After 27 years in the U.S. Army, receiving the Meritorious Service Medal, and retiring at the rank of master sergeant, the Soldier and racquetball player folded his uniform and retired in April 2008 at the age of 49.

"I don't miss wearing the uniform," said Santiago. "I really like the Army, I wanted to stay longer but I reached my limit; the good thing is I'm still working for the military."

As a training specialist responsible for the Digital Training Management System at CRDAMC, Santiago-Cruz said he had no trouble during his transition from Soldier to civilian.

"It's different. I don't have to do PT in the morning, and I work with a smaller group unlike before where I had a ton of Soldiers in my unit," he said.

After retirement, Santiago-Cruz found his military principles and ethics had become engrained in his civilian character. He continues to lead with sound advice and respect for the military.
"If I have to correct somebody I will, but mostly I give advice to service members about opportunities available to them," said Santiago.
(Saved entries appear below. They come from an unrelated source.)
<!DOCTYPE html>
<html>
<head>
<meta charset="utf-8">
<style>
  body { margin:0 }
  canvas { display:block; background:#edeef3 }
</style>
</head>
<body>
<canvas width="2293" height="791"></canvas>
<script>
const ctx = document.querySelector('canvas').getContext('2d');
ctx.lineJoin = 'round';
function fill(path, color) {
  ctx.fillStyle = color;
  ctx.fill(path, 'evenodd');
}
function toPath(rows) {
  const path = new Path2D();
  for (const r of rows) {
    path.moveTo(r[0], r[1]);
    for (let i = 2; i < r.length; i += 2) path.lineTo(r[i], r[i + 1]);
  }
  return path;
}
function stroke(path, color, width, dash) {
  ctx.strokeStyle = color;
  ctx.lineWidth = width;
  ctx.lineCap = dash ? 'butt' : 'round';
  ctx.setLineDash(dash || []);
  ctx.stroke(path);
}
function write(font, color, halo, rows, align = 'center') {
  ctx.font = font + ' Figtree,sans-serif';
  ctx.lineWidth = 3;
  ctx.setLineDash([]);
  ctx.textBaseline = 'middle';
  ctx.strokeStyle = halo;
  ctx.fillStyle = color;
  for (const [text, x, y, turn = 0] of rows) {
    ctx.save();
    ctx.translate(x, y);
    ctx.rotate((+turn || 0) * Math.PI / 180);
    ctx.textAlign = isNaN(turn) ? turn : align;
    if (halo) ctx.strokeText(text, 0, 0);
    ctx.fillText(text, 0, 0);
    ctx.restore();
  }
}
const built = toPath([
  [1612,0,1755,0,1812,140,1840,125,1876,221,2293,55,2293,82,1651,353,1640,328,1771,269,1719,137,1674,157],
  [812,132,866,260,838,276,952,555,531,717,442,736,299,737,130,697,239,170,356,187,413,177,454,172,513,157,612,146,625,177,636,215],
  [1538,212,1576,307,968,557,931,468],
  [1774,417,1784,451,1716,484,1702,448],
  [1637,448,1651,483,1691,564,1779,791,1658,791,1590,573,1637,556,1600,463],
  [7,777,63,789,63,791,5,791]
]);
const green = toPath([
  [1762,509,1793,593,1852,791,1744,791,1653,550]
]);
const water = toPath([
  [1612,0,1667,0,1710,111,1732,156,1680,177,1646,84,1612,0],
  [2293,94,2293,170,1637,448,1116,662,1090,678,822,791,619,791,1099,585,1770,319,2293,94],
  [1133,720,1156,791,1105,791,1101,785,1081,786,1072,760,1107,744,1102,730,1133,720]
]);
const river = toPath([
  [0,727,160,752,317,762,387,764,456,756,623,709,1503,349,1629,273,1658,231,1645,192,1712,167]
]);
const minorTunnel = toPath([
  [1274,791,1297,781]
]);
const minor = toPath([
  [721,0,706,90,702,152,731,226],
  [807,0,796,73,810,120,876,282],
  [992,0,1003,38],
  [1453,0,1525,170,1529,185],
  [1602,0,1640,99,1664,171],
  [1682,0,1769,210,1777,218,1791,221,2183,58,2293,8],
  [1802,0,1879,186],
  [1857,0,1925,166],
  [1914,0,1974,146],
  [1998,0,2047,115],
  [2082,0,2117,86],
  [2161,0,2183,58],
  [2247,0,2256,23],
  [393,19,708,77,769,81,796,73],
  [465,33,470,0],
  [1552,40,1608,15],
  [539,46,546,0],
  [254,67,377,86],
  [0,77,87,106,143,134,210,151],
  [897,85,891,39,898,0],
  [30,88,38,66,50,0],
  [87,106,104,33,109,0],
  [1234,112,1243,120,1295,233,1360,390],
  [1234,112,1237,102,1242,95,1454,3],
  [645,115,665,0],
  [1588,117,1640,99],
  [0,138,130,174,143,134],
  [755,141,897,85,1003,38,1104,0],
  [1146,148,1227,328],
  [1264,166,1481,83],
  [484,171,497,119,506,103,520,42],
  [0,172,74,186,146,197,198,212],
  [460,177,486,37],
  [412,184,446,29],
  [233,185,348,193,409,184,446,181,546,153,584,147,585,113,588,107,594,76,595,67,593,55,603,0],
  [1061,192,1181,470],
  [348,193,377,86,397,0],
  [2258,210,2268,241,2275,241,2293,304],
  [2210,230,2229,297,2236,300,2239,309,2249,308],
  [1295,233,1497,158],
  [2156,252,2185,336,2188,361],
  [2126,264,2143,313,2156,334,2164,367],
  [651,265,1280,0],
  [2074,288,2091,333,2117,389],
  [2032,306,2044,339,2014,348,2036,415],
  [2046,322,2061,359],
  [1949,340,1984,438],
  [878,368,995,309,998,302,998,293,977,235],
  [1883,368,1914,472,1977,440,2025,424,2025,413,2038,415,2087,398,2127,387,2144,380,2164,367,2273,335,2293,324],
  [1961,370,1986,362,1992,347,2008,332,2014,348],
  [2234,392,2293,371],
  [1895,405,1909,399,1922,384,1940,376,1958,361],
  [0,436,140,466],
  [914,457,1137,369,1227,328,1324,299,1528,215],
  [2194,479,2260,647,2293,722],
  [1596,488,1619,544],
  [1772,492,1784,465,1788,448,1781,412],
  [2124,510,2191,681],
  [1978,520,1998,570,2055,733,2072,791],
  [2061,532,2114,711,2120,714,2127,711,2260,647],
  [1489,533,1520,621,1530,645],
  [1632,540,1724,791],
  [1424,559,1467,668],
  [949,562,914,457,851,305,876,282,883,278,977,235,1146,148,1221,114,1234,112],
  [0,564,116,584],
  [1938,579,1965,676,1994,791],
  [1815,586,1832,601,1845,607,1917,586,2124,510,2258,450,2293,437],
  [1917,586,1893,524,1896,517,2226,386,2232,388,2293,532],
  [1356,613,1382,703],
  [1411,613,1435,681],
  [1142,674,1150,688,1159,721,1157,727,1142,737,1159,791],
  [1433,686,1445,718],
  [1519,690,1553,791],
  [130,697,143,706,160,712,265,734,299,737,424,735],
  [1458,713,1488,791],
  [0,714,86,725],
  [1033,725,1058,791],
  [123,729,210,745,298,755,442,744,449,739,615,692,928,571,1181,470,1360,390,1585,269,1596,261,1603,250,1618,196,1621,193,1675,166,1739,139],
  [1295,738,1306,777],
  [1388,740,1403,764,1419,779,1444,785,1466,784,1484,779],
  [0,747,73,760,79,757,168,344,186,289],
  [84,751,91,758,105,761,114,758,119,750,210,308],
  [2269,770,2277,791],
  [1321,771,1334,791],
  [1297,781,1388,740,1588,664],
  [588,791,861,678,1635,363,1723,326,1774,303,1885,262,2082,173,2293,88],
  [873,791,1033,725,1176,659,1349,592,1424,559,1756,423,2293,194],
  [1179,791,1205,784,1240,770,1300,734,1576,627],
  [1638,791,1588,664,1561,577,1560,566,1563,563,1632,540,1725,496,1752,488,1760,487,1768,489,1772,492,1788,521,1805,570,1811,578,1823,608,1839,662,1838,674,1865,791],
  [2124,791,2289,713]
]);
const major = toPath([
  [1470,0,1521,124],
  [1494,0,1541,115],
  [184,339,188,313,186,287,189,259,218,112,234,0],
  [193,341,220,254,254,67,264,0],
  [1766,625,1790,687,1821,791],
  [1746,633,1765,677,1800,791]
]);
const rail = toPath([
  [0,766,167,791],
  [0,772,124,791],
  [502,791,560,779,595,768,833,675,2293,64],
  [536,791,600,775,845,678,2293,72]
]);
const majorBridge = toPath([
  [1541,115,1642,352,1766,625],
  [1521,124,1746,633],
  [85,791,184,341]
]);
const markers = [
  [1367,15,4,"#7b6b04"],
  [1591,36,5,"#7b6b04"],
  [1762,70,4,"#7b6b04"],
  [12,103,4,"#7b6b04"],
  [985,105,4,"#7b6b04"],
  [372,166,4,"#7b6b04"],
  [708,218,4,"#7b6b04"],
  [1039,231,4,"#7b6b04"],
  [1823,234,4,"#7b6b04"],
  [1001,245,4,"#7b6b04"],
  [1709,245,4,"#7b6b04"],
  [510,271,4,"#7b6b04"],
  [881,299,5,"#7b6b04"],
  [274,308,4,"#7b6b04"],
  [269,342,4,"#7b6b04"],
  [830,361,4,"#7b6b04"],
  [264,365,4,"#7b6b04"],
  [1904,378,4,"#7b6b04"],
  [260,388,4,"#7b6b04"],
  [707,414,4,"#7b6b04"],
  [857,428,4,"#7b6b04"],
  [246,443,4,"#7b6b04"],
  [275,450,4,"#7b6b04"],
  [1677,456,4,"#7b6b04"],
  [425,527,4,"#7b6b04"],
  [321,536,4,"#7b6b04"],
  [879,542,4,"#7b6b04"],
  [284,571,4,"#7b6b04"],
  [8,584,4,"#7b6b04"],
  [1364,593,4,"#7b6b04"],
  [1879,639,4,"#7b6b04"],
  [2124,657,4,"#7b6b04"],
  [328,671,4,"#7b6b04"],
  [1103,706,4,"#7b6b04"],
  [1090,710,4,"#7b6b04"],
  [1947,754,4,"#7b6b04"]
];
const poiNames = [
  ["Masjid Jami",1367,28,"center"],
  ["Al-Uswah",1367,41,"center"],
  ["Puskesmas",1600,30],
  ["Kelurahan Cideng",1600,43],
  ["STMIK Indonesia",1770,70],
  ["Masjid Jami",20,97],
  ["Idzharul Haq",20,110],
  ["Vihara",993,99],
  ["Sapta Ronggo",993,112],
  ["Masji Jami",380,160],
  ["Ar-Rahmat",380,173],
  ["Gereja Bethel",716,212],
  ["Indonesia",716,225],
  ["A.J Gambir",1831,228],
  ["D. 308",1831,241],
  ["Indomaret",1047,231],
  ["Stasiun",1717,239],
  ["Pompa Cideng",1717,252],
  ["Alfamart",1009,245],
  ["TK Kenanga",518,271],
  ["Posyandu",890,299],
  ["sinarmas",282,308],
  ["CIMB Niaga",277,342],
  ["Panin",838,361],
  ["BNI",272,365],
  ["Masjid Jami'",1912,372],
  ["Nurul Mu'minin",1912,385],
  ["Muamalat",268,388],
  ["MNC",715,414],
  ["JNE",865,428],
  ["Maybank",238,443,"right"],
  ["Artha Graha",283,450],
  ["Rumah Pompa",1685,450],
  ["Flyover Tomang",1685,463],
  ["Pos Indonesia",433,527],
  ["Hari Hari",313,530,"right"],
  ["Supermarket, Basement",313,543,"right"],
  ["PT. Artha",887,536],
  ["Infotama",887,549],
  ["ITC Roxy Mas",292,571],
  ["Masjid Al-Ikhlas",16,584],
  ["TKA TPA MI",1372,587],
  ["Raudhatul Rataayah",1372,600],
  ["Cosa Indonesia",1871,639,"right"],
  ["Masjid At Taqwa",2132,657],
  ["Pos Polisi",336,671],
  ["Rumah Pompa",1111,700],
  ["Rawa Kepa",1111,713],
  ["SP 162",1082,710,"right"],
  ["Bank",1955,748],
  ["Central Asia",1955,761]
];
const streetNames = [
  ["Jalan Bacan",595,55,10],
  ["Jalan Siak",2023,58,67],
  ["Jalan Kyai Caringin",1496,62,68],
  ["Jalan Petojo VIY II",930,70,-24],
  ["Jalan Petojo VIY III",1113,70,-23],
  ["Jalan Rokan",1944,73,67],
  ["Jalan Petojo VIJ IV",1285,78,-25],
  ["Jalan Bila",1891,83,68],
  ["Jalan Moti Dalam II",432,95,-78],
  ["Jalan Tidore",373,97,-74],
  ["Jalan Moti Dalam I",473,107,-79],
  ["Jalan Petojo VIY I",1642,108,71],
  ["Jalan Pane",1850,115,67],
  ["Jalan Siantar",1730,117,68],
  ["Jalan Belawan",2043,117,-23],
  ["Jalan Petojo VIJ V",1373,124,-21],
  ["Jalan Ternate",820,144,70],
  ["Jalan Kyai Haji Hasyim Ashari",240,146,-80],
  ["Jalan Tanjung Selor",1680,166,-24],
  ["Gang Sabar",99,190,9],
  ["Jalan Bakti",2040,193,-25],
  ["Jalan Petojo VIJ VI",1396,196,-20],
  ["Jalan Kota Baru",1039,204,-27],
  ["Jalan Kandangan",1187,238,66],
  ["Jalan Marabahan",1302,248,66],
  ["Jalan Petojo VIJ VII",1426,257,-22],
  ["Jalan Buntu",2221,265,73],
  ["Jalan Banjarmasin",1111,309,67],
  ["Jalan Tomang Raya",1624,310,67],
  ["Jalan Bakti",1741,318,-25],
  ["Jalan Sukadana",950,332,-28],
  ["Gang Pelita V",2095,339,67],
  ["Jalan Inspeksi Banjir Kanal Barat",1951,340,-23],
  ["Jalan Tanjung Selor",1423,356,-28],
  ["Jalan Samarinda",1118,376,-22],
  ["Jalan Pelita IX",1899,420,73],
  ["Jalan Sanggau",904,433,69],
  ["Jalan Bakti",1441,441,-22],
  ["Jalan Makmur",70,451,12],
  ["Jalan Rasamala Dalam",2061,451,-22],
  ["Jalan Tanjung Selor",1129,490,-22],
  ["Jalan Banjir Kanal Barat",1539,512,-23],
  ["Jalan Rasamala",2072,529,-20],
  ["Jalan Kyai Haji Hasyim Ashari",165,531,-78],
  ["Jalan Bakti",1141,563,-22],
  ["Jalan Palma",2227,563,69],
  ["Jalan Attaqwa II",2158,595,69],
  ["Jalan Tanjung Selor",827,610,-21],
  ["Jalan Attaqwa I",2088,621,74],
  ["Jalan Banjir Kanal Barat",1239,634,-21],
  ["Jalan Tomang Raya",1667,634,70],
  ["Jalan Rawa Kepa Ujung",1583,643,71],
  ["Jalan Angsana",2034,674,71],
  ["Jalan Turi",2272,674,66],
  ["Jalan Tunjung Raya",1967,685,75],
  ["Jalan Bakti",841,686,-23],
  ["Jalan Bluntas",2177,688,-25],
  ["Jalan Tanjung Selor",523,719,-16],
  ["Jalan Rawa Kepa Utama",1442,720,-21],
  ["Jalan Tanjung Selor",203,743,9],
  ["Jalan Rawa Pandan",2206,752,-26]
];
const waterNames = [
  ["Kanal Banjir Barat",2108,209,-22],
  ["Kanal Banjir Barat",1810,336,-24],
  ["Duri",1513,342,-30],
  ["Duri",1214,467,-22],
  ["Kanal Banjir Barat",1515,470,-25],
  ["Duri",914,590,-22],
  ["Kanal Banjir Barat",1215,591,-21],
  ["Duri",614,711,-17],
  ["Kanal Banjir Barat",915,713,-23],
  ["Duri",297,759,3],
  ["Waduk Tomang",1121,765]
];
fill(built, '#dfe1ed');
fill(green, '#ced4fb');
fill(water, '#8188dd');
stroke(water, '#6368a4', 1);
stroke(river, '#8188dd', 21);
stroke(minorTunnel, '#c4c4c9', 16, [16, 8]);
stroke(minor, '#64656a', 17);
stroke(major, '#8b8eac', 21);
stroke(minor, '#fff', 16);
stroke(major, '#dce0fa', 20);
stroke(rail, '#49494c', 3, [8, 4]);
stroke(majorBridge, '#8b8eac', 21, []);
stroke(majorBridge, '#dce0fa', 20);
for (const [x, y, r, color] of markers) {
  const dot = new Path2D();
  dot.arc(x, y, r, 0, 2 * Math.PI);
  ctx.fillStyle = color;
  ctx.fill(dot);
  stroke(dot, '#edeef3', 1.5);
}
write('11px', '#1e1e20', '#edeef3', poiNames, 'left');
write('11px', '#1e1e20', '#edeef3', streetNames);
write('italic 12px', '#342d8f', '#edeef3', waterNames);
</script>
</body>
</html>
At age 50, Santiago is still a competitor.

"Racquetball is a sport that you play for life. I grew with the sport; I want to play until I'm 70 or even 80 years old. They have a division in national for that age bracket and they have good players," he said, smiling.

"Anyone interested in playing or learning can stop by the Abrams Gym; we're there from 5 until 8 p.m. during the week. There are a lot of good players here at Fort Hood and we're always looking for new blood. If you want competition, come to Abrams," he laughed.